As for the Treaty changes, they are no longer a taboo in the European Union, as noted by German Chancellor Angela Merkel in her speech to the Bundestag a few days ago. Her finance minister, Wolfgang Schauble, is also actively speaking of the need for changes, aimed at creating a centralised governance of the eurozone. Some of the Hague's ideas have already been launched by Paris and Berlin - political sanctions by suspending voting rights in the Council, for instance, as well as the suspension of payments from the EU funds. The leader of the Liberals in the European Parliament, Guy Verhofstadt, has already proposed the creation of a special team of commissioners responsible particularly for the euro area.
So far, European leaders refrained from the idea of changing the EU founding treaties because of the difficult and lengthy adoption of the Lisbon Treaty only two years ago. Changes, however, were necessary because of the creation of the permanent rescue fund for the euro area – the European Stability Mechanism. However, arguing that the amendments do not transfer more sovereignty from member states to the Union, the leaders found a possibility to apply the simplified procedure and to avoid referenda.
This, however, cannot happen when it comes to ceding more responsibilities for budgetary policies. This would need changes as in the EU treaties, so in the national constitutions. In this context, the decision of the German Constitutional Court, regarding the rescue operations in the euro area, is significant. Although the court supported the participation of Germany, it stated that the current legal basis made any “automatism” impossible that would deprive Parliament of its powers over the budgetary policy: "The decision on revenue and expenditure of the public sector remain in the hand of the German Bundestag as a fundamental part of the ability of a constitutional state to democratically shape itself. As elected representatives of the people, the Members of Parliament must remain in control of fundamental budget policy decisions in a system of intergovernmental governance as well.”
The Court emphasised that “the existing European Treaties are not contrary to an understanding of the national budget autonomy as an essential, inalienable competence of the directly democratically legitimised parliaments of the Member States but that they, on the contrary, require the existence of such competence.”

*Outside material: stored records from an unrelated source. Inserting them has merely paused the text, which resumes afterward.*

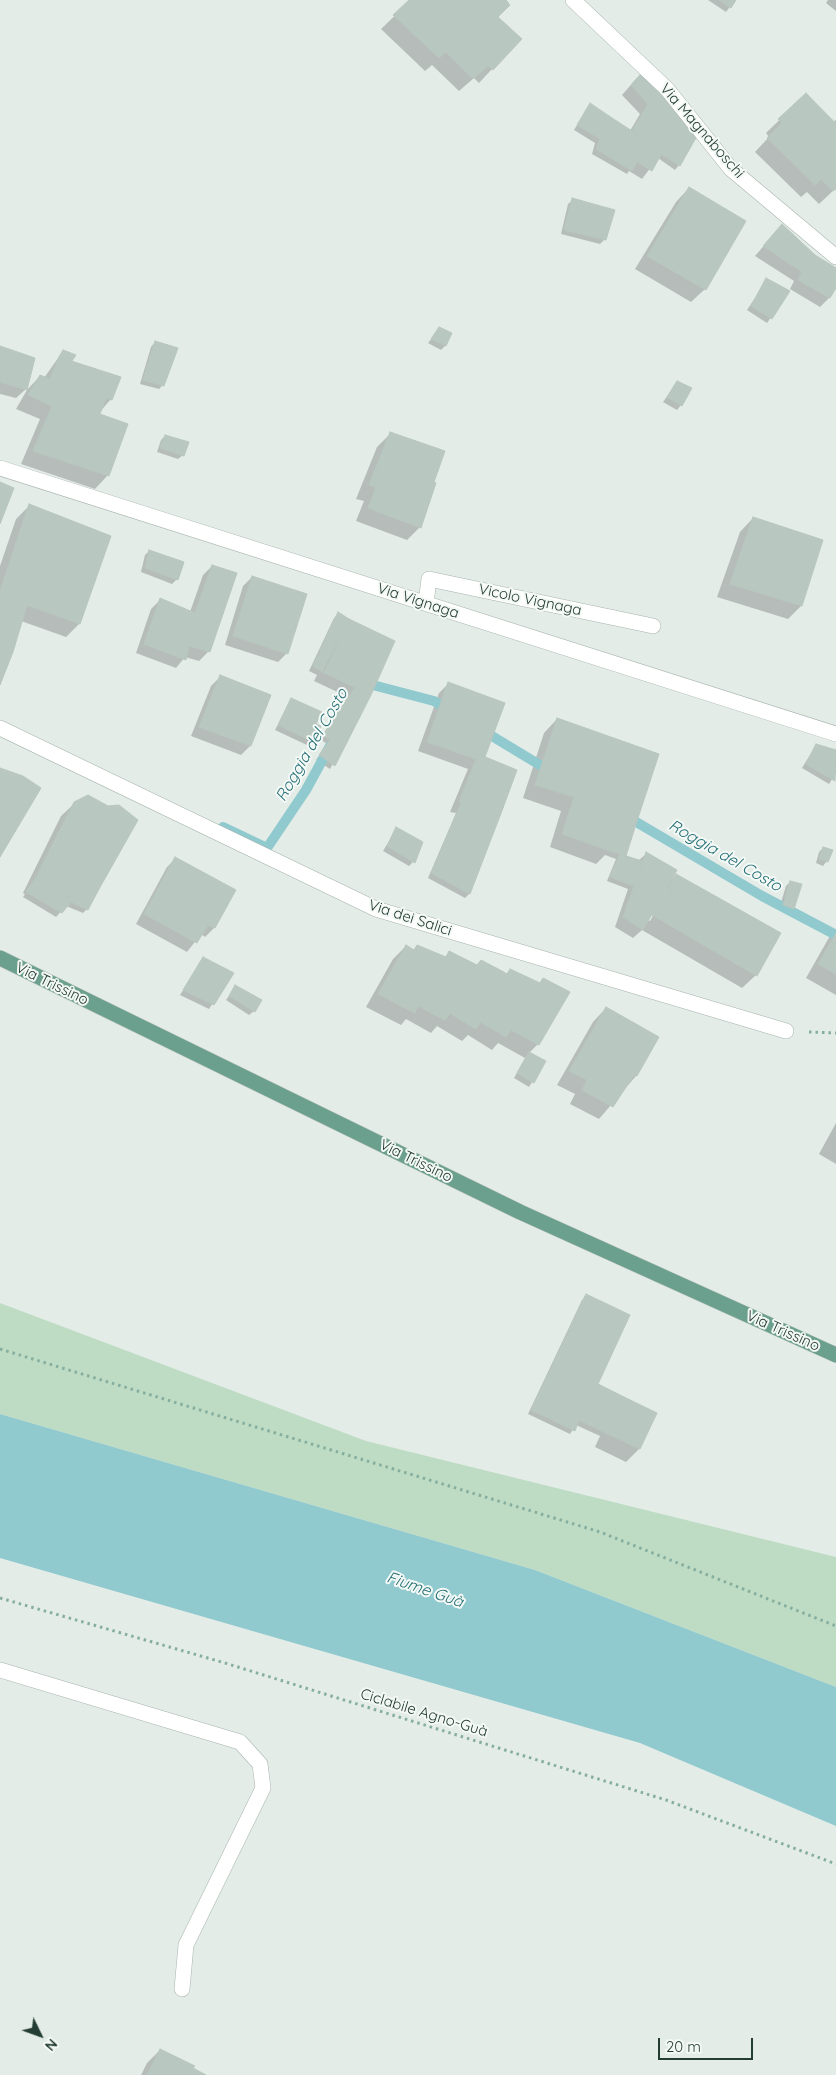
<!DOCTYPE html>
<html>
<head>
<meta charset="utf-8">
<style>
  body { margin:0 }
  #map { position:relative; width:836px; height:2075px; overflow:hidden; background:#e4ece8; font-family:Quicksand,sans-serif }
  canvas { display:block }
  .north { position:absolute; left:15px; top:2010px; width:50px; height:50px; -webkit-text-stroke:4px #f4f9f6; paint-order:stroke; rotate:132deg; font-size:14px; font-weight:700; line-height:20px; text-align:center; color:#243d34 }
  .north::after { content:''; display:block; margin:auto; width:18px; height:22px; background:#243d34; clip-path:polygon(50% 0,100% 100%,50% 72%,0 100%) }
  .scale { position:absolute; left:658px; top:2038px; width:95px; height:22px; box-sizing:border-box; border:2px solid #243d34; border-top:0; padding-left:6px; font-size:15px; line-height:18px; white-space:nowrap; color:#243d34; -webkit-text-stroke:4px #f4f9f6; paint-order:stroke }
</style>
</head>
<body>
<div id="map">
<canvas width="836" height="2075"></canvas>
<div class="north">N</div>
<div class="scale">20 m</div>
</div>
<script>
const context = document.querySelector('canvas').getContext('2d');
context.lineJoin = 'round';
function fillPath(path, color) {
  context.fillStyle = color;
  context.fill(path, 'evenodd');
}
function poly(rows) {
  const path = new Path2D();
  for (const r of rows) {
    path.moveTo(r[0], r[1]);
    for (let i = 2; i < r.length; i += 2) path.lineTo(r[i], r[i + 1]);
  }
  return path;
}
function stroke(path, color, width, dash) {
  context.strokeStyle = color;
  context.lineWidth = width;
  context.lineCap = dash ? 'butt' : 'round';
  context.setLineDash(dash || []);
  context.stroke(path);
}
function label(font, color, halo, rows, align = 'center') {
  context.font = font + ' Quicksand,sans-serif';
  context.lineWidth = 4;
  context.setLineDash([]);
  context.textBaseline = 'middle';
  context.strokeStyle = halo;
  context.fillStyle = color;
  for (const [text, x, y, turn = 0] of rows) {
    context.save();
    context.translate(x, y);
    context.rotate((+turn || 0) * Math.PI / 180);
    context.textAlign = isNaN(turn) ? turn : align;
    if (halo) context.strokeText(text, 0, 0);
    context.fillText(text, 0, 0);
    context.restore();
  }
}
fillPath(poly([
  [0,1303,366,1441,836,1557,836,1687,535,1570,0,1414]
]), '#bedcc4');
fillPath(poly([
  [0,1414,535,1570,836,1687,836,1826,640,1743,0,1558]
]), '#90c9ce');
fillPath(poly([
  [411,0,504,0,497,17,520,39,479,83,474,78,459,91,432,65,425,71,381,29],
  [708,0,735,0,726,12],
  [828,0,836,0,836,11,826,3],
  [637,78,679,165,675,170,658,158,642,179,629,171,627,174,592,154,595,143,574,130,590,104,630,131,640,114,622,95],
  [806,94,836,123,836,188,819,204,807,192,801,197,755,152,769,137,766,133],
  [689,188,705,289,691,302,635,269,676,202],
  [573,200,605,239,600,244,561,234,568,204],
  [773,235,836,269,836,286,829,298,820,307,790,289,794,281,755,256],
  [767,280,788,292,767,323,747,310],
  [440,328,445,346,441,350,428,343],
  [155,342,163,385,159,389,140,384,151,347],
  [0,348,26,389,16,398,0,394],
  [63,351,74,355,71,362,111,399,98,414,108,475,95,489,21,464,40,419,16,409,27,390,40,376,44,378],
  [677,383,681,405,677,410,663,402],
  [391,433,432,483,420,527,407,540,356,521,364,501,356,499,377,447],
  [165,436,183,455,178,459,157,452,161,440],
  [29,506,110,537,79,624,66,637,21,621,0,681,0,566,16,519],
  [753,518,821,541,801,606,788,619,717,597,740,532],
  [149,551,177,579,172,584,141,572,145,555],
  [212,566,236,574,208,652,199,661,185,657,176,668,136,653,151,609,160,600,190,612,203,575],
  [252,577,287,653,278,662,225,645,243,586],
  [338,614,370,694,330,769,316,760,327,744,320,739,348,697,314,681,317,675,309,671,334,618],
  [220,677,270,696,250,746,241,755,191,736,211,686],
  [448,684,483,758,515,770,469,894,465,898,428,878,456,813,450,812,468,769,418,751,439,693],
  [291,700,314,725,313,741,309,746,275,730],
  [557,719,624,857,638,861,646,854,671,880,676,875,756,975,742,988,642,930,633,938,615,927,628,889,607,881,616,859,605,855,596,864,550,847,561,811,523,798,544,733],
  [665,889,668,889,650,921,648,920],
  [816,745,836,751,836,773,829,784,802,768],
  [75,803,87,909,83,913,66,906,56,917,23,897,25,894,23,893,61,816],
  [397,828,413,862,409,866,383,851],
  [823,848,827,861,823,866,816,863,819,852],
  [176,858,214,928,205,937,201,934,187,952,136,924,167,867],
  [790,882,793,909,789,913,779,909,786,886],
  [836,929,836,995,806,978,831,934],
  [406,946,413,951,418,946,444,958,449,953,466,963,506,975,510,970,539,984,543,979,538,1044,529,1053,545,1062,529,1087,514,1078,525,1058,498,1043,492,1050,468,1035,462,1041,437,1026,431,1033,406,1019,401,1025,366,1007,393,959],
  [203,959,232,974,209,1009,180,995],
  [235,987,254,1011,249,1015,226,1000],
  [606,1008,636,1076,599,1119,570,1104,575,1094,557,1085,593,1022],
  [836,1123,836,1164,819,1154],
  [586,1296,596,1385,655,1413,639,1449,626,1462,595,1447,600,1436,576,1425,570,1434,528,1414,582,1300],
  [160,2050,204,2075,141,2075,147,2063]
]), '#0003');
stroke(poly([
  [364,685,365,683,434,701,450,711],
  [482,730,553,773],
  [626,816,762,896,836,935],
  [223,827,267,848,306,790,330,746]
]), '#90c9ce', 10);
const building = poly([
  [409,0,506,0,510,5,498,17,522,39,493,70,488,66,473,79,446,52,439,58,393,15,409,0],
  [719,0,736,0,731,8,719,0],
  [646,68,687,111,663,151,632,131,648,104,631,85,646,68],
  [806,93,834,122,836,120,836,189,833,191,821,179,815,185,767,138,782,123,778,119,806,93],
  [590,103,612,118,600,139,577,125,590,103],
  [687,111,701,129,680,166,661,154,687,111],
  [612,118,663,151,652,171,600,139,612,118],
  [600,139,637,162,632,171,596,149,600,139],
  [689,187,746,221,706,290,647,256,689,187],
  [572,198,615,210,606,240,564,230,572,198],
  [782,224,815,255,836,268,836,288,830,298,798,280,802,272,763,246,782,224],
  [766,278,790,291,772,319,751,306,766,278],
  [439,327,452,333,446,346,431,339,439,327],
  [155,341,178,348,164,386,143,380,155,341],
  [0,346,35,358,27,390,0,382,0,346],
  [63,350,76,355,72,361,59,357,63,350],
  [59,357,121,377,112,400,106,398,100,414,128,424,109,476,33,451,52,406,28,395,40,375,50,379,59,357],
  [677,381,692,388,682,406,667,397,677,381],
  [390,432,445,451,434,482,436,483,421,528,368,508,376,487,369,485,390,432],
  [165,435,189,442,184,456,160,448,165,435],
  [0,482,14,488,0,524,0,482],
  [29,504,111,536,80,624,27,605,13,652,0,685,0,591,29,504],
  [753,517,823,540,802,606,730,584,753,517],
  [149,550,184,562,178,580,145,568,149,550],
  [212,565,237,573,210,652,189,646,186,660,144,644,160,598,195,613,212,565],
  [252,576,307,594,288,654,233,636,252,576],
  [338,612,349,619,324,673,313,666,338,612],
  [349,619,395,641,371,695,322,672,349,619],
  [220,675,271,695,251,746,199,727,220,675],
  [448,682,505,703,485,757,478,754,476,759,427,742,448,682],
  [355,687,371,695,335,766,319,755,330,740,323,735,355,687],
  [291,698,322,712,316,724,321,726,314,742,278,725,291,698],
  [557,718,659,754,637,821,610,851,562,834,574,797,535,785,557,718],
  [816,744,836,750,835,781,806,764,816,744],
  [478,754,517,770,500,816,459,802,478,754],
  [0,768,23,776,41,788,0,857,0,768],
  [88,795,108,806,119,805,138,820,99,889,84,882,70,898,35,879,74,802,88,795],
  [461,803,500,816,470,894,431,873,461,803],
  [637,821,626,856,610,851,637,821],
  [396,827,423,842,415,863,387,846,396,827],
  [823,847,833,850,828,862,819,859,823,847],
  [646,852,677,870,643,930,623,917,646,852],
  [620,854,642,861,634,886,610,877,620,854],
  [175,857,236,890,215,928,208,925,197,943,144,914,175,857],
  [676,874,781,933,757,976,652,915,676,874],
  [35,879,70,898,84,882,99,889,88,910,71,902,62,913,26,892,35,879],
  [790,881,802,884,794,909,783,905,790,881],
  [836,933,836,974,818,964,836,933],
  [406,945,414,950,417,945,446,957,449,951,477,965,481,960,502,971,459,1019,450,1013,445,1020,418,1006,415,1013,378,994,406,945],
  [203,957,234,973,214,1005,183,990,203,957],
  [510,969,540,983,543,978,570,992,539,1045,511,1030,506,1037,480,1022,476,1029,459,1019,502,971,507,974,510,969],
  [235,985,262,1000,255,1012,229,996,235,985],
  [606,1007,659,1037,637,1076,634,1075,613,1107,582,1090,587,1080,569,1071,606,1007],
  [529,1052,546,1061,534,1083,517,1073,529,1052],
  [586,1294,630,1315,598,1384,624,1397,608,1434,579,1420,575,1431,531,1410,586,1294],
  [624,1397,657,1413,640,1449,608,1434,624,1397],
  [160,2049,195,2066,193,2068,206,2075,147,2075,160,2049]
]);
fillPath(building, '#b9c7c1');
stroke(building, '#b7c6be', 1);
const minor = poly([
  [573,0,667,89,731,169,836,257],
  [0,468,836,734],
  [426,603,429,579,653,626],
  [0,728,376,909,786,1031],
  [0,1670,240,1742,260,1764,263,1788,186,1945,182,1989]
]);
const major = poly([
  [0,958,520,1212,836,1355]
]);
stroke(minor, '#a7b4ae', 16);
stroke(major, '#c2c9c6', 16);
stroke(poly([
  [809,1032,836,1033],
  [0,1349,600,1532,836,1626],
  [0,1598,225,1663,666,1800,836,1864]
]), '#86ae9f', 3, [2.5, 4]);
stroke(minor, '#fff', 15);
stroke(major, '#6b9f8e', 15);
label('15px', '#243d34', '#f4f9f6', [
  ["Via Magnaboschi",702,131,49],
  ["Vicolo Vignaga",530,600,12],
  ["Via Vignaga",418,601,18],
  ["Via dei Salici",410,918,18],
  ["Via Trissino",52,984,26],
  ["Via Trissino",416,1161,26],
  ["Via Trissino",783,1331,24],
  ["Ciclabile Agno-Guà",424,1713,17]
]);
label('italic 16px', '#226e75', '#f4f9f6', [
  ["Roggia del Costo",312,745,-60],
  ["Roggia del Costo",725,856,30],
  ["Fiume Guà",425,1590,19]
]);
</script>
</body>
</html>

In addition, according to the court, “the Bundestag, as the legislature, is also prohibited from establishing permanent mechanisms under the law of international agreements which result in an assumption of liability for other states’ voluntary decisions, especially if they have consequences whose impact is difficult to calculate” – a view, which will probably be used as a strong argument by the opponents of the eurobonds.
Obviously the big question in Germany (and not only) is how to ensure more control over countries violating the rules, while legitimising publicly the need Berlin to cede part of its sovereignty. Even in the situation when the first default of a eurozone country is not only possible, but quite possible, deprivation of the member states' right to define their own budgets continues to be highly sensitive issue in the EU. However, it is clear that the current loose framework of institutional monitoring and political peer pressure does not provide the needed results and a new workable solution must be found. If not through evolution and through the strength of arguments, it will happen dramatically and under the pressure of circumstances.